### [RECORDS SUPPLIED]

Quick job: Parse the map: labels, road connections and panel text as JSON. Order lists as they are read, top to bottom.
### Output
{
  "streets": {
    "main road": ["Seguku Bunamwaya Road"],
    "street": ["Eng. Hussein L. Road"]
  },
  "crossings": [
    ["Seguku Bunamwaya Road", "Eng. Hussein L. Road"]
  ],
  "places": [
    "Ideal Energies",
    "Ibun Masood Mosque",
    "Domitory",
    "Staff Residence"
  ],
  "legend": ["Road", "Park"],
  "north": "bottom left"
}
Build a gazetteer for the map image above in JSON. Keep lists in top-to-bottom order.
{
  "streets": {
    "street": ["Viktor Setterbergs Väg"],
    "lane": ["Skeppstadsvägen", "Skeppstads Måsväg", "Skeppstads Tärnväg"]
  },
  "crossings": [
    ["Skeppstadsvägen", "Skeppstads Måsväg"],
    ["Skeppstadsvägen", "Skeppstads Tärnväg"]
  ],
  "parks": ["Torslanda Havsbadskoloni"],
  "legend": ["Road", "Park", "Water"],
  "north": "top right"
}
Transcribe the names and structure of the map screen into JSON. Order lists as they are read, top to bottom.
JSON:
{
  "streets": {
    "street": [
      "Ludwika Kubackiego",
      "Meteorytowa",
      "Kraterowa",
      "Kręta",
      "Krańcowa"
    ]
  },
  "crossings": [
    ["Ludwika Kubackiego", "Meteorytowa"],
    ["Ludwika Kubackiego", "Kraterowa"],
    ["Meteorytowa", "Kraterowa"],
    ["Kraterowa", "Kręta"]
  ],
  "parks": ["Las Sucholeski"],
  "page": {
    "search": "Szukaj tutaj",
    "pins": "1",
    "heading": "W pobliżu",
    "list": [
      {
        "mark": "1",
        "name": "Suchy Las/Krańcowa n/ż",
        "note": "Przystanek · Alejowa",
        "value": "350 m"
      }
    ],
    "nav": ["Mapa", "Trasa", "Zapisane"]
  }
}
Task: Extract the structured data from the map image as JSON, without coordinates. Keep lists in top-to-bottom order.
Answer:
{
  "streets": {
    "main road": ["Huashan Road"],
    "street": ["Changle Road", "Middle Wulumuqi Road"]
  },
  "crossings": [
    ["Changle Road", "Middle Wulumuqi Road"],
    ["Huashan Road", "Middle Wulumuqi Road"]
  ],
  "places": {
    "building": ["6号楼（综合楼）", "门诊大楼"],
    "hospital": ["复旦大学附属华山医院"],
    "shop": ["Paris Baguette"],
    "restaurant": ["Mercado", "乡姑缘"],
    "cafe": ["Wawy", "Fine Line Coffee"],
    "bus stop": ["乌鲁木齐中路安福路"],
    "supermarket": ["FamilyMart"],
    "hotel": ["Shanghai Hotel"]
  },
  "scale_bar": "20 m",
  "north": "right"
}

### [TO DO]
Whenever a line in the records above contains the string "read", copy that line.

### [ANSWER TO THE EXERCISE]
Quick job: Parse the map: labels, road connections and panel text as JSON. Order lists as they are read, top to bottom.
Transcribe the names and structure of the map screen into JSON. Order lists as they are read, top to bottom.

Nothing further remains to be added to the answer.